Many people believe the hardest lessons to learn are the painful ones. Where we have made mistakes and they have cost us. Some believe the hardest lesson is when their errors are exposed to others.
Yes all these are potentially hard to take, however there is one that’s far more potent and it’s the one I see every week in my sessions.
The hardest lesson to learn is: The one the person didn’t know they needed to learn.
How can a person correct a problem if they are not aware it needs correcting.
Many people enter into couples coaching sessions feeling that the relationship is hopeless. What they discover opens their eyes to things they were aware of but never connected together.
You see couples do have solutions sat right under their noses but are unaware the solutions are there and so learning the most important lesson becomes impossible.
This is why the sessions are so educationally focused.
Most of my sessions start with the couple learning how to grow from their conflict. Two things will happen from conflict, you die a little or you grow. Most couples die a little and over time they build resentment for each other. At this point their future can start to feel uncertain and intimacy can become the next casuality as they lose connection with eachother bit-by-bit.

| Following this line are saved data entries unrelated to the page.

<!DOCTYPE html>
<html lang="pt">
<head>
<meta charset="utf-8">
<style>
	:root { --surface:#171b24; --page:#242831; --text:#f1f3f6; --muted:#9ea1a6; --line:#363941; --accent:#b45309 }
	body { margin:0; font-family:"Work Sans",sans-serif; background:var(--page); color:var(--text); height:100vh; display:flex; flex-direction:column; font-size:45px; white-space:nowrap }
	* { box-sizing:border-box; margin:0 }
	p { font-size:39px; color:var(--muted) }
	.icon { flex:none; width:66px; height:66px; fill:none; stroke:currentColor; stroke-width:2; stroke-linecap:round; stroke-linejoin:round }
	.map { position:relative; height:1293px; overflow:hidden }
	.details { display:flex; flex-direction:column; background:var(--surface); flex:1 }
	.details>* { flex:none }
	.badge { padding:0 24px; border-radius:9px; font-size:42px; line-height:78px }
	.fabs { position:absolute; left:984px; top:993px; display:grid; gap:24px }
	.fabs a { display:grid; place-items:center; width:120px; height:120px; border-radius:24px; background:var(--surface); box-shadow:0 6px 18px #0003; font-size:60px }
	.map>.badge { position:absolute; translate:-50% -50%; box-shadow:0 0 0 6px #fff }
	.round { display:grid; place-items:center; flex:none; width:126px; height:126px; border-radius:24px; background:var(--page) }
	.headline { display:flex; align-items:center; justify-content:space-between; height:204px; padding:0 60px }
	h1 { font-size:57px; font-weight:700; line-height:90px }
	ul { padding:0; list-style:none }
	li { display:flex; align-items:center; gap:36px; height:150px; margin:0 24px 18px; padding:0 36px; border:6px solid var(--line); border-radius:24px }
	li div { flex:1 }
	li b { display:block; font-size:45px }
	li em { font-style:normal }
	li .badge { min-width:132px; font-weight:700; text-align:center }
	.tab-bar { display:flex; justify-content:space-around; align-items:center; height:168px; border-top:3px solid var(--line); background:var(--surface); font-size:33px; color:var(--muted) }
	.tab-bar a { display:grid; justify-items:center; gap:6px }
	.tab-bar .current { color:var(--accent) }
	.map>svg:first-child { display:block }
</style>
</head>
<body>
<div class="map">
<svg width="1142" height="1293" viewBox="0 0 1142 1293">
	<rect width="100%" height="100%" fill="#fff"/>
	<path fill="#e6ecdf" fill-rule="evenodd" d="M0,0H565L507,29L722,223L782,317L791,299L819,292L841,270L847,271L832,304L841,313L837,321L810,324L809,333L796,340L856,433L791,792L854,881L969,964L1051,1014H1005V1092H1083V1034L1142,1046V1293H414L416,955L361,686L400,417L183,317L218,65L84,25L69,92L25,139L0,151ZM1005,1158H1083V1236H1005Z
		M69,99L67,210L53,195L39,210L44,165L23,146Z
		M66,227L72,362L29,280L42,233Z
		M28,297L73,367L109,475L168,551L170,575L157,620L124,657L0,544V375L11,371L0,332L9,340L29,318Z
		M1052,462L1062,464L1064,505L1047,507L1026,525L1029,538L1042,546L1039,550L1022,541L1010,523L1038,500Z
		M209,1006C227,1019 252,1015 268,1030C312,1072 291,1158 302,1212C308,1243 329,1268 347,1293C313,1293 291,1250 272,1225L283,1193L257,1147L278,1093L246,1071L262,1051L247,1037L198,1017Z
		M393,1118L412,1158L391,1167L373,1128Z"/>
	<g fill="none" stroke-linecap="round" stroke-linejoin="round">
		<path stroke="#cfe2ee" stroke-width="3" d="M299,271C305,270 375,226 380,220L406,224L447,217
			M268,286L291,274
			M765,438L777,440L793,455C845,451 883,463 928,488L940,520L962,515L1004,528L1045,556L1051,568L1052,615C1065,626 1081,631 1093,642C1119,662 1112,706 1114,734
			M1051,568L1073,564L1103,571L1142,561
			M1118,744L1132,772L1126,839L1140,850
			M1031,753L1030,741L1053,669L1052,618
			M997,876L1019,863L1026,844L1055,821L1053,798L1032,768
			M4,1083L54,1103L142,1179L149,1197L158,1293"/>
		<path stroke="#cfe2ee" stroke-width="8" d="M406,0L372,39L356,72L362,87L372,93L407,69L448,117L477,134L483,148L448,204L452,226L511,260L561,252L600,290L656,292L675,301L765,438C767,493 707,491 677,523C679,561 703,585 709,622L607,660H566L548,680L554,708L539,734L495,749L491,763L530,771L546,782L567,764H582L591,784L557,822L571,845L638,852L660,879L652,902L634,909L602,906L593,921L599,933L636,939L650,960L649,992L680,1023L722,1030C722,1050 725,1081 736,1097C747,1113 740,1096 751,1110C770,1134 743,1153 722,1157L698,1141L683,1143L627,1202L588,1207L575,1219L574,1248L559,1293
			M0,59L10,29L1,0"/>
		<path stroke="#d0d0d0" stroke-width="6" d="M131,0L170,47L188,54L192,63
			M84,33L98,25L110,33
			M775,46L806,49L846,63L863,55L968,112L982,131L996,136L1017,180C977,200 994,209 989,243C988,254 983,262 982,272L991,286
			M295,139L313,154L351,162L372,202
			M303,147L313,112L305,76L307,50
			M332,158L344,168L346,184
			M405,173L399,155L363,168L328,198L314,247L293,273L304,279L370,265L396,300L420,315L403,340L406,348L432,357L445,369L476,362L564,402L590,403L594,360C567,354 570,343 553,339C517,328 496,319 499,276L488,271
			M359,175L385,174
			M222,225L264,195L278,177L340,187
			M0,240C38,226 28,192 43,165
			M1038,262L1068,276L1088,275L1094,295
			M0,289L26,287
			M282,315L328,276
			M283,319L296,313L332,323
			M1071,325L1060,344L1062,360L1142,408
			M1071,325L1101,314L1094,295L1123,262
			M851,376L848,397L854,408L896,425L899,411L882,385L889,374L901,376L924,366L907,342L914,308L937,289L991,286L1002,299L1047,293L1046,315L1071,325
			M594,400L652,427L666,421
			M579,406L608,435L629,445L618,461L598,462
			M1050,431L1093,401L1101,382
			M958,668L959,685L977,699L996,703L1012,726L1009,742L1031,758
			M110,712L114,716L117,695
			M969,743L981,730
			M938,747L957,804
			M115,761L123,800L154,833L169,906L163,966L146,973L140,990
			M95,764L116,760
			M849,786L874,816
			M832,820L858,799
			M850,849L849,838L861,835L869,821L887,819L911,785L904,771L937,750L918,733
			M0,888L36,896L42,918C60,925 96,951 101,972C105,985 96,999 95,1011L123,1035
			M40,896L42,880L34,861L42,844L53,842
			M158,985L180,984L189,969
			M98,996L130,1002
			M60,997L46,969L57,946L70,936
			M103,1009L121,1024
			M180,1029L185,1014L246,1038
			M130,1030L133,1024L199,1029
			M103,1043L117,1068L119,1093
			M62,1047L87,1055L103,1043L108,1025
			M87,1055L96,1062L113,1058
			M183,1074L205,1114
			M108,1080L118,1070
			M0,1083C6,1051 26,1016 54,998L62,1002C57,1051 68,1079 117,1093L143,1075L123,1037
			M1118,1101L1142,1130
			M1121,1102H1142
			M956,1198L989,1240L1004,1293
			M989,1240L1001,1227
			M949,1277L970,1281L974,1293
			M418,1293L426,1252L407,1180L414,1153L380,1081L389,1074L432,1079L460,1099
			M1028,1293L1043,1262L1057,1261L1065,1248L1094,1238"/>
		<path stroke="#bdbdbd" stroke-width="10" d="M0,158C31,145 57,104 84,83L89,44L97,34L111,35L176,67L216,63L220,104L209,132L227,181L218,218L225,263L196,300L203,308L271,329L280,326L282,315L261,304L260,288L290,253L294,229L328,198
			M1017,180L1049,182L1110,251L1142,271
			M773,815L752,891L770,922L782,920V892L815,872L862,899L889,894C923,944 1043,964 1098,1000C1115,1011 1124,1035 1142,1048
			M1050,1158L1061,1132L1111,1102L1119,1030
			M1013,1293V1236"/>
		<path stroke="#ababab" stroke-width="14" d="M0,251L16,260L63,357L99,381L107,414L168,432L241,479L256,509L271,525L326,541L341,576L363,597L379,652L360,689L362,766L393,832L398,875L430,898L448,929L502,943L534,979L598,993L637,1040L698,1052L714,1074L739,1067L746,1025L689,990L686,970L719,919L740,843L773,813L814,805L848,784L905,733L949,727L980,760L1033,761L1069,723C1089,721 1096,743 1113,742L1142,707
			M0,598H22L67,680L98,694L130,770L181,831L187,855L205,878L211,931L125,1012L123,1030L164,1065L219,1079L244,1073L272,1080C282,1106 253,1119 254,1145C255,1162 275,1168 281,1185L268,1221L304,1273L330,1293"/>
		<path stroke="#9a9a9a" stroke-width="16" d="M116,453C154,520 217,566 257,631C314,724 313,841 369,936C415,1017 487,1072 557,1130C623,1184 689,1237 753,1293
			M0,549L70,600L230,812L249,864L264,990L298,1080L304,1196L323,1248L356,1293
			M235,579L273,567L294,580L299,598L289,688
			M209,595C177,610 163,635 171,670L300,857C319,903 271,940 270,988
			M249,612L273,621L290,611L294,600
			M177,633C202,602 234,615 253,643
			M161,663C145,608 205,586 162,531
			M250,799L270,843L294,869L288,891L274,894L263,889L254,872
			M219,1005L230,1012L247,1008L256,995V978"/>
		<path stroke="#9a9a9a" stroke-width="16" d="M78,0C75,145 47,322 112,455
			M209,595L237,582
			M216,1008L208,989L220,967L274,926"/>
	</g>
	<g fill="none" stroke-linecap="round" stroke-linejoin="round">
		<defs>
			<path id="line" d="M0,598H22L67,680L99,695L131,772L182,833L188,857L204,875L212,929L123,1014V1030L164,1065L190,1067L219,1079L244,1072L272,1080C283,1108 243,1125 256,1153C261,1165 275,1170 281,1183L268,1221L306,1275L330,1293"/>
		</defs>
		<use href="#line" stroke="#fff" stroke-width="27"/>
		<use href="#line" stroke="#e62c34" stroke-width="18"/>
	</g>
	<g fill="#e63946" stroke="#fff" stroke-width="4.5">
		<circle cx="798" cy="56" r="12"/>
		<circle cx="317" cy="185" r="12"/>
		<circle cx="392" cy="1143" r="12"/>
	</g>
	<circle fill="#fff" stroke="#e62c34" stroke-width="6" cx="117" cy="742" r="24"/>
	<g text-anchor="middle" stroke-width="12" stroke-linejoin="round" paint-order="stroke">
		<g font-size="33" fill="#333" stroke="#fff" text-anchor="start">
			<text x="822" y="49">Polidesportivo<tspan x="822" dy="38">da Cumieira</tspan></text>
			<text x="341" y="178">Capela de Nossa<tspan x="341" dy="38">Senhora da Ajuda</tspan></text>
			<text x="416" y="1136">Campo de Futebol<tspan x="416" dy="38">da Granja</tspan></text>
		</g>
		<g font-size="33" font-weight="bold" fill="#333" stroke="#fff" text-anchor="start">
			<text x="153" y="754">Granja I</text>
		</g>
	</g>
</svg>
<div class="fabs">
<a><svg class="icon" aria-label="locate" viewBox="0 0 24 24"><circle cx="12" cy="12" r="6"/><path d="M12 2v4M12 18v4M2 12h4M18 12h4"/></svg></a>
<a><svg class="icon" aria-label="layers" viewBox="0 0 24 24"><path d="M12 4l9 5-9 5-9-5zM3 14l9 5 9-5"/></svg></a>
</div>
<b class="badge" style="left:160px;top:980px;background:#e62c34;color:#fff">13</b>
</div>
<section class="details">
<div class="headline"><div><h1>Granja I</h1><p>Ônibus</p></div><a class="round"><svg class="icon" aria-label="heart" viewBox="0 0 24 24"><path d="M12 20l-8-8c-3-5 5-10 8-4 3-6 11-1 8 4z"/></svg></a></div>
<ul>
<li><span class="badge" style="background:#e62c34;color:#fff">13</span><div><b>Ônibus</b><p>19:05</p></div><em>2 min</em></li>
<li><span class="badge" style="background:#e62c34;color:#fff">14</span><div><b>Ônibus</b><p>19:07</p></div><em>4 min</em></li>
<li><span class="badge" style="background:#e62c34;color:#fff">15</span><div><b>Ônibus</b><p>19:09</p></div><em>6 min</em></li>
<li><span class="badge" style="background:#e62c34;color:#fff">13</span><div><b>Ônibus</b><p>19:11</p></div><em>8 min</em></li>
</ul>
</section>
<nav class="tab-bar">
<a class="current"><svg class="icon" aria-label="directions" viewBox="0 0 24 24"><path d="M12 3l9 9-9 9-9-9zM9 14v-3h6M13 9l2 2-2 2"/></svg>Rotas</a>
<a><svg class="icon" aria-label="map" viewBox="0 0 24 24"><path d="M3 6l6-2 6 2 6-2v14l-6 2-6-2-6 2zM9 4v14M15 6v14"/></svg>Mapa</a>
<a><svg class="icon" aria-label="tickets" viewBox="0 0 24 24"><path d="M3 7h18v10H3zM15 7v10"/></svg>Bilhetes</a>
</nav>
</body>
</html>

All couples have conflict in some way, it’s inevitable. It’s really important to know how to grow a deeper connect from that point of conflict.
Do you know how to do that? Does your partner? Would you like to know?
With relationships there are only a few things that make 80% of the difference the problem is most couples are unaware of those few things. Growing from conflict is just one of those keys to success…
If your relationship is suffering some simple steps can make a significant difference to your future together.